Lu W, Peissel B, Babakhanlou H, Pavlova A, Geng L, Fan X, Larson C, Brent G, Zhou J
Department of Medicine, Brigham and Women's Hospital, Harvard Medical School, Boston, Massachusetts 02115, USA.
Nat Genet. 1997 Oct;17(2):179-81. doi: 10.1038/ng1097-179.

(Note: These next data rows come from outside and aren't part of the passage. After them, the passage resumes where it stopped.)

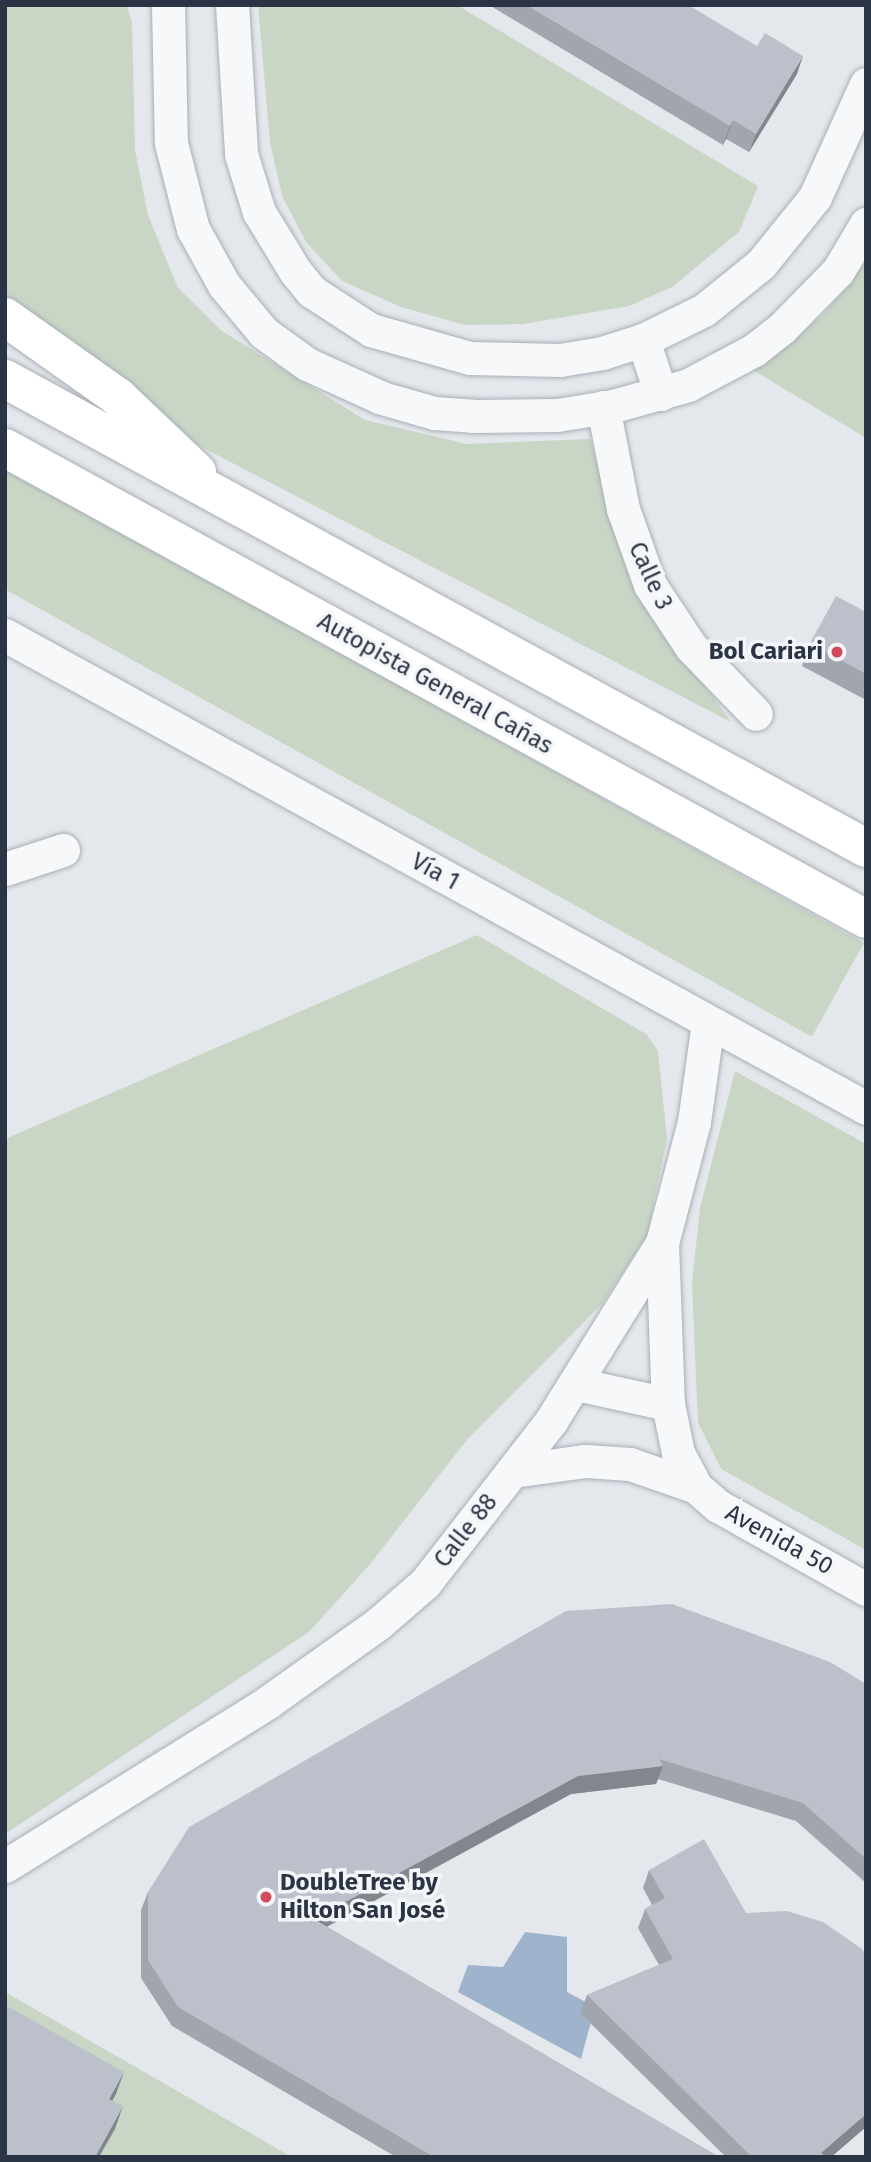 <!DOCTYPE html>
<meta charset="utf-8">
<style>
body{margin:0}
#map{position:relative;width:871px;height:2162px;overflow:hidden;background:#e4e7ec;font-family:"Fira Sans",sans-serif}
div>[style]{position:absolute}
.green>*{inset:0;background:#c9d6c5;transform-origin:0 0}
.water>*{inset:0;background:#9fb4cc}
.roads{filter:drop-shadow(0 0 2px #a9aeb7) drop-shadow(0 0 2px #a9aeb7)}
.street>*{height:33px;margin:-16.5px;padding:0 16.5px;transform-origin:16.5px;border-radius:16.5px;background:#f7f8fa}
.highway>*{height:38px;margin:-19px;padding:0 19px;transform-origin:19px;border-radius:19px;background:#fff}
.wall>*{inset:0;background:#a1a5ae}
.shaded-wall>*{inset:0;background:#83868d}
.building>*{inset:0;background:#bbc0ca}
.dots>*{width:19px;height:19px;translate:-50% -50%;box-sizing:border-box;border:4px solid #f4f6f9;border-radius:50%}
span{translate:-50% -50%;white-space:nowrap;text-align:center;line-height:1.15;-webkit-text-stroke:7px #f4f6f9;paint-order:stroke}
.street-label{font-size:24px;color:#2b3445}
.poi-label{font-size:24px;color:#2b3445;font-weight:700}
.right{translate:-100% -50%;text-align:right}
.left{translate:0 -50%;text-align:left}
.frame{position:absolute;inset:0;border:7px solid #2b3445;pointer-events:none}
</style>
<div id="map">
<div class="green">
<i style="clip-path:polygon(5px 5px,127px 5px,132px 23px,135px 150px,148px 215px,178px 288px,222px 331px,365px 420px,467px 444px,590px 439px,632px 583px,731px 722px,192px 442px,5px 297px)"></i>
<i style="clip-path:polygon(258px 5px,457px 5px,758px 186px,739px 232px,672px 287px,629px 306px,523px 324px,465px 325px,401px 307px,342px 281px,306px 242px,282px 196px,270px 142px)"></i>
<i style="clip-path:polygon(866px 262px,866px 438px,751px 369px,822px 316px)"></i>
<i style="left:5px;top:467px;width:982px;height:107px;rotate:29deg"></i>
<i style="clip-path:polygon(477px 935px,646px 1034px,658px 1051px,667px 1139px,647px 1236px,602px 1304px,466px 1441px,371px 1563px,309px 1632px,5px 1834px,5px 1139px)"></i>
<i style="clip-path:polygon(735px 1071px,866px 1144px,866px 1550px,721px 1469px,698px 1423px,692px 1283px,700px 1208px)"></i>
<i style="clip-path:polygon(5px 1992px,292px 2157px,5px 2157px)"></i>
</div>
<div class="water">
<i style="clip-path:polygon(525px 1932px,567px 1937px,567px 1992px,595px 2007px,581px 2059px,458px 1992px,468px 1965px,503px 1967px)"></i>
</div>
<div class="roads">
<div class="street">
<i style="left:168px;top:5px;width:138px;rotate:88.8deg"></i>
<i style="left:171px;top:143px;width:89px;rotate:75.7deg"></i>
<i style="left:193px;top:229px;width:64px;rotate:61deg"></i>
<i style="left:224px;top:285px;width:62px;rotate:50.2deg"></i>
<i style="left:264px;top:333px;width:53px;rotate:35.8deg"></i>
<i style="left:307px;top:364px;width:82px;rotate:24.4deg"></i>
<i style="left:382px;top:398px;width:54px;rotate:16.1deg"></i>
<i style="left:434px;top:413px;width:39px;rotate:4deg"></i>
<i style="left:473px;top:416px;width:84px;rotate:-0.7deg"></i>
<i style="left:557px;top:415px;width:57px;rotate:-9.1deg"></i>
<i style="left:613px;top:406px;width:78px;rotate:-15.6deg"></i>
<i style="left:688px;top:385px;width:75px;rotate:-27.9deg"></i>
<i style="left:754px;top:350px;width:36px;rotate:-38deg"></i>
<i style="left:782px;top:328px;width:80px;rotate:-45.5deg"></i>
<i style="left:838px;top:271px;width:55px;rotate:-59.2deg"></i>
<i style="left:232px;top:5px;width:149px;rotate:86.5deg"></i>
<i style="left:241px;top:154px;width:61px;rotate:72.8deg"></i>
<i style="left:259px;top:212px;width:69px;rotate:58.6deg"></i>
<i style="left:295px;top:271px;width:26px;rotate:51deg"></i>
<i style="left:311px;top:291px;width:72px;rotate:33deg"></i>
<i style="left:371px;top:330px;width:103px;rotate:15.8deg"></i>
<i style="left:470px;top:358px;width:90px;rotate:1.3deg"></i>
<i style="left:560px;top:360px;width:43px;rotate:-9.5deg"></i>
<i style="left:602px;top:353px;width:43px;rotate:-17.6deg"></i>
<i style="left:643px;top:340px;width:68px;rotate:-26.2deg"></i>
<i style="left:704px;top:310px;width:73px;rotate:-38.9deg"></i>
<i style="left:761px;top:264px;width:86px;rotate:-51.1deg"></i>
<i style="left:815px;top:197px;width:124px;rotate:-65.7deg"></i>
<i style="left:643px;top:340px;width:57px;rotate:71.6deg"></i>
<i style="left:603px;top:407px;width:104px;rotate:78.9deg"></i>
<i style="left:623px;top:509px;width:81px;rotate:70.4deg"></i>
<i style="left:650px;top:585px;width:74px;rotate:56.5deg"></i>
<i style="left:691px;top:647px;width:93px;rotate:45.9deg"></i>
<i style="left:5px;top:635px;width:982px;rotate:28.78deg"></i>
<i style="left:5px;top:869px;width:61px;rotate:-18.1deg"></i>
<i style="left:662px;top:1243px;width:161px;rotate:87.9deg"></i>
<i style="left:668px;top:1404px;width:50px;rotate:78.5deg"></i>
<i style="left:678px;top:1453px;width:38px;rotate:62deg"></i>
<i style="left:696px;top:1487px;width:29px;rotate:41deg"></i>
<i style="left:718px;top:1506px;width:170px;rotate:29.3deg"></i>
<i style="left:576px;top:1384px;width:94px;rotate:12.3deg"></i>
<i style="left:513px;top:1471px;width:73px;rotate:-7.9deg"></i>
<i style="left:585px;top:1461px;width:45px;rotate:3.8deg"></i>
<i style="left:630px;top:1464px;width:70px;rotate:19.2deg"></i>
<i style="left:5px;top:1866px;width:310px;rotate:-31.9deg"></i>
<i style="left:268px;top:1702px;width:136px;rotate:-35.4deg"></i>
<i style="left:379px;top:1623px;width:61px;rotate:-41deg"></i>
<i style="left:425px;top:1583px;width:205px;rotate:-52.1deg"></i>
<i style="left:551px;top:1421px;width:210px;rotate:-58.1deg"></i>
<i style="left:662px;top:1243px;width:125px;rotate:-75.2deg"></i>
<i style="left:694px;top:1122px;width:100px;rotate:-82deg"></i>
</div>
<div class="highway">
<i style="left:5px;top:317px;width:138px;rotate:35.3deg"></i>
<i style="left:118px;top:397px;width:109px;rotate:43.5deg"></i>
<i style="left:5px;top:379px;width:980px;rotate:28.58deg"></i>
<i style="left:5px;top:448px;width:981px;rotate:28.68deg"></i>
</div>
</div>
<div class="wall">
<i style="clip-path:polygon(489px 5px,688px 5px,797px 74px,749px 152px,726px 139px,723px 145px)"></i>
<i style="clip-path:polygon(866px 612px,866px 700px,802px 666px,810px 643px)"></i>
<i style="clip-path:polygon(866px 1684px,866px 1883px,796px 1821px,658px 1779px,656px 1784px,571px 1794px,327px 1927px,719px 2157px,396px 2157px,172px 2026px,141px 1978px,141px 1910px,148px 1892px)"></i>
<i style="clip-path:polygon(649px 1870px,866px 2127px,831px 2157px,726px 2157px,580px 2013px,587px 1995px,659px 1965px,638px 1928px,645px 1909px,652px 1905px,643px 1888px)"></i>
</div>
<div class="shaded-wall">
<i style="clip-path:polygon(803px 56px,797px 74px,749px 152px,756px 134px)"></i>
<i style="clip-path:polygon(733px 120px,726px 139px,723px 145px,730px 126px)"></i>
<i style="clip-path:polygon(663px 1766px,656px 1784px,571px 1794px,307px 1937px,314px 1919px,578px 1776px)"></i>
<i style="clip-path:polygon(124px 2072px,116px 2094px,101px 2121px,109px 2099px)"></i>
<i style="clip-path:polygon(123px 2106px,115px 2129px,99px 2157px,95px 2157px)"></i>
<i style="clip-path:polygon(866px 2114px,866px 2127px,831px 2157px,819px 2157px,821px 2153px)"></i>
</div>
<div class="building">
<i style="clip-path:polygon(526px 5px,688px 5px,757px 46px,765px 33px,803px 56px,756px 134px,733px 120px,730px 126px)"></i>
<i style="clip-path:polygon(836px 596px,866px 612px,866px 674px,810px 643px)"></i>
<i style="clip-path:polygon(672px 1604px,830px 1662px,866px 1684px,866px 1859px,803px 1803px,659px 1759px,663px 1766px,578px 1776px,314px 1919px,719px 2157px,434px 2157px,178px 2007px,148px 1960px,148px 1892px,189px 1827px,566px 1611px)"></i>
<i style="clip-path:polygon(704px 1839px,746px 1913px,787px 1911px,823px 1922px,862px 1949px,866px 1955px,866px 2114px,821px 2153px,827px 2157px,752px 2157px,587px 1995px,673px 1959px,645px 1909px,665px 1898px,649px 1870px)"></i>
<i style="clip-path:polygon(5px 2005px,124px 2072px,109px 2099px,123px 2106px,95px 2157px,5px 2157px)"></i>
</div>
<div class="dots">
<i style="left:837px;top:652px;background:#d1495b"></i>
<i style="left:266px;top:1897px;background:#d1495b"></i>
</div>
<div class="street-label">
<span style="left:650px;top:576px;rotate:65deg">Calle 3</span>
<span style="left:435px;top:684px;rotate:29deg">Autopista General Cañas</span>
<span style="left:435px;top:872px;rotate:29deg">Vía 1</span>
<span style="left:466px;top:1531px;rotate:-52deg">Calle 88</span>
<span style="left:779px;top:1540px;rotate:29deg">Avenida 50</span>
</div>
<div class="poi-label">
<span class="right" style="left:823px;top:652px">Bol Cariari</span>
<span class="left" style="left:280px;top:1897px">DoubleTree by<br>Hilton San José</span>
</div>
<div class="frame"></div>
</div>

PKD1 is the most common site for mutations in human autosomal dominant polycystic kidney disease (ADPKD). ADPKD is characterized by progressive replacement of kidney tissue by epithelial cysts and eventual renal failure. Hepatic and pancreatic cysts are also common. The PKD1 protein, polycystin, is a cell-surface protein of unknown function that is widely expressed in epithelia and in vascular smooth muscle and myocardium. None of the genetic forms of murine polycystic disease map to the murine Pkd1 locus. We introduced into mice by homologous recombination a Pkd1 truncation mutation, Pkd1-, that mimics a mutation found in ADPKD. Pkd1- heterozygotes have no discernible phenotype, whereas homozygotes die during the perinatal period with massively enlarged cystic kidneys, pancreatic ductal cysts and pulmonary hypoplasia. Renal cyst formation begins at embryonic day 15.5 (E15.5) in proximal tubules and progresses rapidly to replace the entire renal parenchyma. The timing of cyst formation indicates that full-length polycystin is required for normal morphogenesis during elongation and maturation of tubular structures in the kidney and pancreas.
PKD1是人类常染色体显性遗传性多囊肾病(ADPKD)中最常见的突变位点。ADPKD的特征是肾组织逐渐被上皮囊肿取代并最终导致肾衰竭。肝囊肿和胰腺囊肿也很常见。PKD1蛋白,即多囊蛋白,是一种功能未知的细胞表面蛋白,广泛表达于上皮细胞、血管平滑肌和心肌中。小鼠多囊病的任何遗传形式都不定位到小鼠Pkd1基因座。我们通过同源重组将一种模拟在ADPKD中发现的突变的Pkd1截短突变(Pkd1-)导入小鼠体内。Pkd1-杂合子没有明显的表型,而纯合子在围产期死亡,伴有大量增大的多囊肾、胰腺导管囊肿和肺发育不全。肾囊肿形成于胚胎第15.5天(E15.5)的近端小管,并迅速发展以取代整个肾实质。囊肿形成的时间表明全长多囊蛋白是肾脏和胰腺中管状结构伸长和成熟过程中正常形态发生所必需的。